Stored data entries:

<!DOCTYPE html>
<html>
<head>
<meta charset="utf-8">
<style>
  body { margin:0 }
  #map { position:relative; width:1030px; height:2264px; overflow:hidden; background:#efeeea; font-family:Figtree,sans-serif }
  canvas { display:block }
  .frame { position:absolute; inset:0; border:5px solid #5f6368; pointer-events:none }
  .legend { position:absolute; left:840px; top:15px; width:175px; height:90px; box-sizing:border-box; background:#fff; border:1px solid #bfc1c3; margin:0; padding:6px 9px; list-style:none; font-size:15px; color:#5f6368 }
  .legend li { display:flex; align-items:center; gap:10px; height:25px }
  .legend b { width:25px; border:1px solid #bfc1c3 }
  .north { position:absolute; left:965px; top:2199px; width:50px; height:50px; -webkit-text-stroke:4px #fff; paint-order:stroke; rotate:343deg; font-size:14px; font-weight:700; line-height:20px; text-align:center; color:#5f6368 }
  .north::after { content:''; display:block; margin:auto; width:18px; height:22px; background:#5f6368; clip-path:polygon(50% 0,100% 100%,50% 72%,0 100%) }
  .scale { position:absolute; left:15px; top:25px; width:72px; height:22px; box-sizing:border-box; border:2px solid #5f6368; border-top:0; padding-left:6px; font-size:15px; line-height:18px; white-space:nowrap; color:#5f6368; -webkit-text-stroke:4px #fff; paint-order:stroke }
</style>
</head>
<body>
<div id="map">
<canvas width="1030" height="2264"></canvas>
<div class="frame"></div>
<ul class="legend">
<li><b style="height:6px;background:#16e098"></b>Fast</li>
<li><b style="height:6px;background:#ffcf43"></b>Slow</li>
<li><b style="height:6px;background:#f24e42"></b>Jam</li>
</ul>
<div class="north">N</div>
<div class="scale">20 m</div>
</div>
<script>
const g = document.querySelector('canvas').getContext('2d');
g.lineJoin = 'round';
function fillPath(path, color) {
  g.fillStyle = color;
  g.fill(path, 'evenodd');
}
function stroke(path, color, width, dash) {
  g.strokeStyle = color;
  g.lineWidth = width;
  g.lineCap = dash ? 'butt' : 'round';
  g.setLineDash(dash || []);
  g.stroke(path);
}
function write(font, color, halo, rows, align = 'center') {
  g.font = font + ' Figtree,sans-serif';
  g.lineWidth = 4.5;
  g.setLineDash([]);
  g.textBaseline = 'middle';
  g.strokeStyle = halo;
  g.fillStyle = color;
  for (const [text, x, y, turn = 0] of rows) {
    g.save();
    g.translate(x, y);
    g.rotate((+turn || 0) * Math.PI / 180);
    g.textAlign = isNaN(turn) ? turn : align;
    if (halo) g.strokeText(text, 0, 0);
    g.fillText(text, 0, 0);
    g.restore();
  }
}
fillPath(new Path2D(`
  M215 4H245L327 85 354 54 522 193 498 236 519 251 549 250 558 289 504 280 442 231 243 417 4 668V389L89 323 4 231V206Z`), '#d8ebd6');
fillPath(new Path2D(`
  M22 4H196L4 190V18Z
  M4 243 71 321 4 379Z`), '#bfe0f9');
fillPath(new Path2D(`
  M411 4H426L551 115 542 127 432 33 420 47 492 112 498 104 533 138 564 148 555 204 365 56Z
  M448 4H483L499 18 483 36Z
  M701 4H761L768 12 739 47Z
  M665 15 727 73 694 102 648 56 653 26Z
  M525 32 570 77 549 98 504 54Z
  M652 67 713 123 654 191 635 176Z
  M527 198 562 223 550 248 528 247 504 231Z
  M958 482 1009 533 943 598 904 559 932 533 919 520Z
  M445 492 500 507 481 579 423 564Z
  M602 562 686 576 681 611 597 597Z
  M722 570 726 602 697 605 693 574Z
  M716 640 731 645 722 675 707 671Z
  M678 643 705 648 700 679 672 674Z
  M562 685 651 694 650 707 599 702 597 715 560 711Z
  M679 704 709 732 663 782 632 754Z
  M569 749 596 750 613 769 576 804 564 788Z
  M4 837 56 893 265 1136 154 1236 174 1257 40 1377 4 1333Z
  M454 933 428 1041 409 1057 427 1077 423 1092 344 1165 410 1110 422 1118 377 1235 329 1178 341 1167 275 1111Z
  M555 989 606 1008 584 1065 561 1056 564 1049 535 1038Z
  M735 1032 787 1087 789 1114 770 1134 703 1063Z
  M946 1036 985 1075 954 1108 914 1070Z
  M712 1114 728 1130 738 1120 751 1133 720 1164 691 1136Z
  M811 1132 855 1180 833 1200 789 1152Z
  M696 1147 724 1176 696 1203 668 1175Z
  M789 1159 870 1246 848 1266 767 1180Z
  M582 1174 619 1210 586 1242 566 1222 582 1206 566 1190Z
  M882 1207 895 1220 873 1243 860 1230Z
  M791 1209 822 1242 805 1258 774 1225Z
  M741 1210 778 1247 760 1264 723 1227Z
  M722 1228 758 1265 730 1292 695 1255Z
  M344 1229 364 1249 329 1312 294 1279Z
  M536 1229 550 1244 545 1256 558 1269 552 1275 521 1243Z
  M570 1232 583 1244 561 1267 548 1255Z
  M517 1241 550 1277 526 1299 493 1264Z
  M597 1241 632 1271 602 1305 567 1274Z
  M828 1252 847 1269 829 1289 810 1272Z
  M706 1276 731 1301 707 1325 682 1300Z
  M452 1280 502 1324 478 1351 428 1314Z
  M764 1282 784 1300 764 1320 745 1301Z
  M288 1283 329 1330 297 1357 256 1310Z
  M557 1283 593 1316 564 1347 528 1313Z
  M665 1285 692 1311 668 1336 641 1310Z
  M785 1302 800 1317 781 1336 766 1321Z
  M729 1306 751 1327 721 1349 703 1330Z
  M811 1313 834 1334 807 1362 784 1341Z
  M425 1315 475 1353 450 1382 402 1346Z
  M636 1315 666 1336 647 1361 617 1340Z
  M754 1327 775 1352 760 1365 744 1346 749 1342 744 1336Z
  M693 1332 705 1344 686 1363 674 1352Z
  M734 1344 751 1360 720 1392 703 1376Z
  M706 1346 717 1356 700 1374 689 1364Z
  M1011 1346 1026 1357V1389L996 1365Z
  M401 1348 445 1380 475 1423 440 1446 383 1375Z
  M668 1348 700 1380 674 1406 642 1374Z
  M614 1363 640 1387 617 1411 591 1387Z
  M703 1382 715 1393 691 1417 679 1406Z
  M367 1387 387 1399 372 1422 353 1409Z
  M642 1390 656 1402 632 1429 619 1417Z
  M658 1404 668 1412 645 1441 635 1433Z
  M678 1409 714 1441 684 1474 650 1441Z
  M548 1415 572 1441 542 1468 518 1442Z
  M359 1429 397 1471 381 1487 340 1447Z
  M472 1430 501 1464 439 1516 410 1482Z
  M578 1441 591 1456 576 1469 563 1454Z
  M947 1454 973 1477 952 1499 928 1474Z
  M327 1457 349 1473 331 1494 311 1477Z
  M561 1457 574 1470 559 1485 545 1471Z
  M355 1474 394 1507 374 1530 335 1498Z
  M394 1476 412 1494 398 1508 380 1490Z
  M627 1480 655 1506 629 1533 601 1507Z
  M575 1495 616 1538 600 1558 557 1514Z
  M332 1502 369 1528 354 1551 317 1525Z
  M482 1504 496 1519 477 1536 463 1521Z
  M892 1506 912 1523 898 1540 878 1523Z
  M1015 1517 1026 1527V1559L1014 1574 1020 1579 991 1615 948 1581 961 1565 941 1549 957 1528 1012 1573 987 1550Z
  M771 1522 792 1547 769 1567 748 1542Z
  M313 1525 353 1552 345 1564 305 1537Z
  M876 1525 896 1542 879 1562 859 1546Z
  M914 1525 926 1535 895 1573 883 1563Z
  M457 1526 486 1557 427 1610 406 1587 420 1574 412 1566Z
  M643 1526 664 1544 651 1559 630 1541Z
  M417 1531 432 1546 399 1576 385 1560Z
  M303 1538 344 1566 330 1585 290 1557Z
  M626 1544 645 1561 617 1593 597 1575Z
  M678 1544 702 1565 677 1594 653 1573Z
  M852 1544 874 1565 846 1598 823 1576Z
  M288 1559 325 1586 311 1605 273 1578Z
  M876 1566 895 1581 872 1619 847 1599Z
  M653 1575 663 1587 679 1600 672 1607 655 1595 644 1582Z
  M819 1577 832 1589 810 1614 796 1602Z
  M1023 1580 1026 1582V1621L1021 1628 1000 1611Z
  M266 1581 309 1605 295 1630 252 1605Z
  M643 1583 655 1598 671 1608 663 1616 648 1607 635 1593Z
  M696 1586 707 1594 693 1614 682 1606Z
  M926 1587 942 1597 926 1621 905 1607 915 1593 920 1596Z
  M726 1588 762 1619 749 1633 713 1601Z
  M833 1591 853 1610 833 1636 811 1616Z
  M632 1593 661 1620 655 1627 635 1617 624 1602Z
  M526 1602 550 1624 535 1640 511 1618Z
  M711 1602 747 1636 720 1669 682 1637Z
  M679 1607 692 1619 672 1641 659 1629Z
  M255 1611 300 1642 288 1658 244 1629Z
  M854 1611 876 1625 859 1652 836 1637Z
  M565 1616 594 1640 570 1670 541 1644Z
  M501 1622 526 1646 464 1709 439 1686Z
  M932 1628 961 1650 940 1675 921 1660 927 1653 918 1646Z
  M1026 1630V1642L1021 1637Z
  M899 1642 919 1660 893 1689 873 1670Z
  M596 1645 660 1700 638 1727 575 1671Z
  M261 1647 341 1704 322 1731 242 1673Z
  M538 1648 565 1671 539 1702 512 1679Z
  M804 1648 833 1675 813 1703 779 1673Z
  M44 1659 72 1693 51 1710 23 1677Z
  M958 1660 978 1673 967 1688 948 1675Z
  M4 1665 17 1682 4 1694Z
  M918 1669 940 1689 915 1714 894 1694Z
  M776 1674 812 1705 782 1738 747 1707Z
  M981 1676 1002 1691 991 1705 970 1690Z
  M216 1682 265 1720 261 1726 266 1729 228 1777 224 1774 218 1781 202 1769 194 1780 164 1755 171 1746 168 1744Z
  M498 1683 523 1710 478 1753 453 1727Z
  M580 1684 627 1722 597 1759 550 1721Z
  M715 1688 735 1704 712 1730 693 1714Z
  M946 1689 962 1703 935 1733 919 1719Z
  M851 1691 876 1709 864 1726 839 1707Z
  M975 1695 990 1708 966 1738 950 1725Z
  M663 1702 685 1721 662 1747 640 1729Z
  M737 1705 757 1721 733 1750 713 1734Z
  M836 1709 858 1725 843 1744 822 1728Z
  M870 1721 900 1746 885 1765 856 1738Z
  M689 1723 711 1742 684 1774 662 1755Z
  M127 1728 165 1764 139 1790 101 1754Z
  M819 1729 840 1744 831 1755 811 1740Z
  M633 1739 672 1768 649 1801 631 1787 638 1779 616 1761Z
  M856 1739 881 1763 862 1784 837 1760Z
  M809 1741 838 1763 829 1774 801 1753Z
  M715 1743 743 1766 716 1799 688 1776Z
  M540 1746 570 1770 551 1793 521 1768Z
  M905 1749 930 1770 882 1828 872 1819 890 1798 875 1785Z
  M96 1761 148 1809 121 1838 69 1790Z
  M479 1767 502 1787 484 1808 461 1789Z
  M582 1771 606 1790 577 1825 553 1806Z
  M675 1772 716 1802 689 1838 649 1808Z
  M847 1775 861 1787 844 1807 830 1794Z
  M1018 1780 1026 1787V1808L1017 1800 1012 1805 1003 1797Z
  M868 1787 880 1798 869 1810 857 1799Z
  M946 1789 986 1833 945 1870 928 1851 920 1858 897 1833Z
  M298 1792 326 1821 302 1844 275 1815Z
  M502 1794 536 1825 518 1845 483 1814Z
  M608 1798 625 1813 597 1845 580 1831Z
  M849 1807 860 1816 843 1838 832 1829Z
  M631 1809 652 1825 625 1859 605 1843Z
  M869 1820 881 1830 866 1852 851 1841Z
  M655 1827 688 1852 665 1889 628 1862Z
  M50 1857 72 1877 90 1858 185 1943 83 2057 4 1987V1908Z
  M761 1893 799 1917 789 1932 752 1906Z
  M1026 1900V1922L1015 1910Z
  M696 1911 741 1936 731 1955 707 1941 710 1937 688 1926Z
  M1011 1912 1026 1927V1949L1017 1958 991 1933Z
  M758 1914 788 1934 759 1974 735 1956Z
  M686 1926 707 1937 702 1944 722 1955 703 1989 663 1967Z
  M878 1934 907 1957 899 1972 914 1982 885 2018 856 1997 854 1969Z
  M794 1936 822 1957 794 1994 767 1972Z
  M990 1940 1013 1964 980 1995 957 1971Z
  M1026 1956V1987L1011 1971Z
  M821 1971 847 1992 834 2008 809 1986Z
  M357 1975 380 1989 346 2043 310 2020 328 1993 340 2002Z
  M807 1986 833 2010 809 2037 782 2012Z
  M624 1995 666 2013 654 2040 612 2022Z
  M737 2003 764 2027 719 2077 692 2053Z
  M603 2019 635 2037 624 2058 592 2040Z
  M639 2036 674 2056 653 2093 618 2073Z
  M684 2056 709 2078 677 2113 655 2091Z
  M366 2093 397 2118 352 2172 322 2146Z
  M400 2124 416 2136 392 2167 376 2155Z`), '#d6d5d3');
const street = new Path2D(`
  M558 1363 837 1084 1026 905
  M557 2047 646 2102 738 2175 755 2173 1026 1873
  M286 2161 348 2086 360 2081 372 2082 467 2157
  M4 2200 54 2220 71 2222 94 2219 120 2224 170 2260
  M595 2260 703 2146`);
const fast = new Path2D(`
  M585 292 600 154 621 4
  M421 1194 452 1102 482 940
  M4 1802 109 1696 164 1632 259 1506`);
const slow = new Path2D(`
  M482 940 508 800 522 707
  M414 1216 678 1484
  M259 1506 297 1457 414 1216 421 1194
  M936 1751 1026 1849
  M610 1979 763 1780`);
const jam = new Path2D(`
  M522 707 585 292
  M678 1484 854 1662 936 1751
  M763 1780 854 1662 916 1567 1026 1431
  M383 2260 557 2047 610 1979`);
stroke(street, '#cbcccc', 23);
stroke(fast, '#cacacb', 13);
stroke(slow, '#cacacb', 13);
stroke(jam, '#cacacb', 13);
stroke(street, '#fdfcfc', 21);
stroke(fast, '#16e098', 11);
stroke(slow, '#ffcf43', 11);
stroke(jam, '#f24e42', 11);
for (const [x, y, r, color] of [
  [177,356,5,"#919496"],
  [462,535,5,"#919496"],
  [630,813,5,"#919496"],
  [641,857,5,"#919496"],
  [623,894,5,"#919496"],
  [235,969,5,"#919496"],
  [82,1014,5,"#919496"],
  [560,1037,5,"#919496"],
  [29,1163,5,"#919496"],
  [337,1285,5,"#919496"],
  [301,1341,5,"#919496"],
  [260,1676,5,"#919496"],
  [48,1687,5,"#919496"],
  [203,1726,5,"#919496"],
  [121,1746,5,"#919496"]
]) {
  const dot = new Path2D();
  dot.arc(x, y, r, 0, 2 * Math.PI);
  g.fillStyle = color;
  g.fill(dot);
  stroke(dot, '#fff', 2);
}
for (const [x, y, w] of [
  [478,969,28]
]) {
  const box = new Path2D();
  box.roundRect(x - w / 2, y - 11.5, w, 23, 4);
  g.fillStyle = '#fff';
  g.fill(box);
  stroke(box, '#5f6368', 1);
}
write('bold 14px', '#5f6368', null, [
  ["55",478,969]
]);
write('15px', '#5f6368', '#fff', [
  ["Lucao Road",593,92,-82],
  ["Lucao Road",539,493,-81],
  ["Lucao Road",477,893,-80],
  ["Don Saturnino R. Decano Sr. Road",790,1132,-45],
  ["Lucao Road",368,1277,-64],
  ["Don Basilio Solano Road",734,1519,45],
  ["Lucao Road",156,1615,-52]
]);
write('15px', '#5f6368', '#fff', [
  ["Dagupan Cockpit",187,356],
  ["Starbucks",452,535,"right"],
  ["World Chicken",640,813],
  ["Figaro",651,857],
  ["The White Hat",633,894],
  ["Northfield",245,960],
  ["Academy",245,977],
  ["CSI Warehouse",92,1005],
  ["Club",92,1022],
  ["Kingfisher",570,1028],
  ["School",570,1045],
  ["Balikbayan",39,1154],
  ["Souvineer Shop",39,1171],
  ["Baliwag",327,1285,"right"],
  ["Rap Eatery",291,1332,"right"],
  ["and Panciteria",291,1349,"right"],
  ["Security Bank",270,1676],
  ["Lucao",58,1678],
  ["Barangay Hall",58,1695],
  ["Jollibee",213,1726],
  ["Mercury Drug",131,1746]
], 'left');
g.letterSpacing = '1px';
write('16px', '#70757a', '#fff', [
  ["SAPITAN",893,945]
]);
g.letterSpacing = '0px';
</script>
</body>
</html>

- **What you will do**:
Would you retype the lines above from the one with "position:absolute; inset:0; border:5px" down to the one with "g.strokeStyle = color;", word for word, both ends included and no other lines?

- **Reply**:
  .frame { position:absolute; inset:0; border:5px solid #5f6368; pointer-events:none }
  .legend { position:absolute; left:840px; top:15px; width:175px; height:90px; box-sizing:border-box; background:#fff; border:1px solid #bfc1c3; margin:0; padding:6px 9px; list-style:none; font-size:15px; color:#5f6368 }
  .legend li { display:flex; align-items:center; gap:10px; height:25px }
  .legend b { width:25px; border:1px solid #bfc1c3 }
  .north { position:absolute; left:965px; top:2199px; width:50px; height:50px; -webkit-text-stroke:4px #fff; paint-order:stroke; rotate:343deg; font-size:14px; font-weight:700; line-height:20px; text-align:center; color:#5f6368 }
  .north::after { content:''; display:block; margin:auto; width:18px; height:22px; background:#5f6368; clip-path:polygon(50% 0,100% 100%,50% 72%,0 100%) }
  .scale { position:absolute; left:15px; top:25px; width:72px; height:22px; box-sizing:border-box; border:2px solid #5f6368; border-top:0; padding-left:6px; font-size:15px; line-height:18px; white-space:nowrap; color:#5f6368; -webkit-text-stroke:4px #fff; paint-order:stroke }
</style>
</head>
<body>
<div id="map">
<canvas width="1030" height="2264"></canvas>
<div class="frame"></div>
<ul class="legend">
<li><b style="height:6px;background:#16e098"></b>Fast</li>
<li><b style="height:6px;background:#ffcf43"></b>Slow</li>
<li><b style="height:6px;background:#f24e42"></b>Jam</li>
</ul>
<div class="north">N</div>
<div class="scale">20 m</div>
</div>
<script>
const g = document.querySelector('canvas').getContext('2d');
g.lineJoin = 'round';
function fillPath(path, color) {
  g.fillStyle = color;
  g.fill(path, 'evenodd');
}
function stroke(path, color, width, dash) {
  g.strokeStyle = color;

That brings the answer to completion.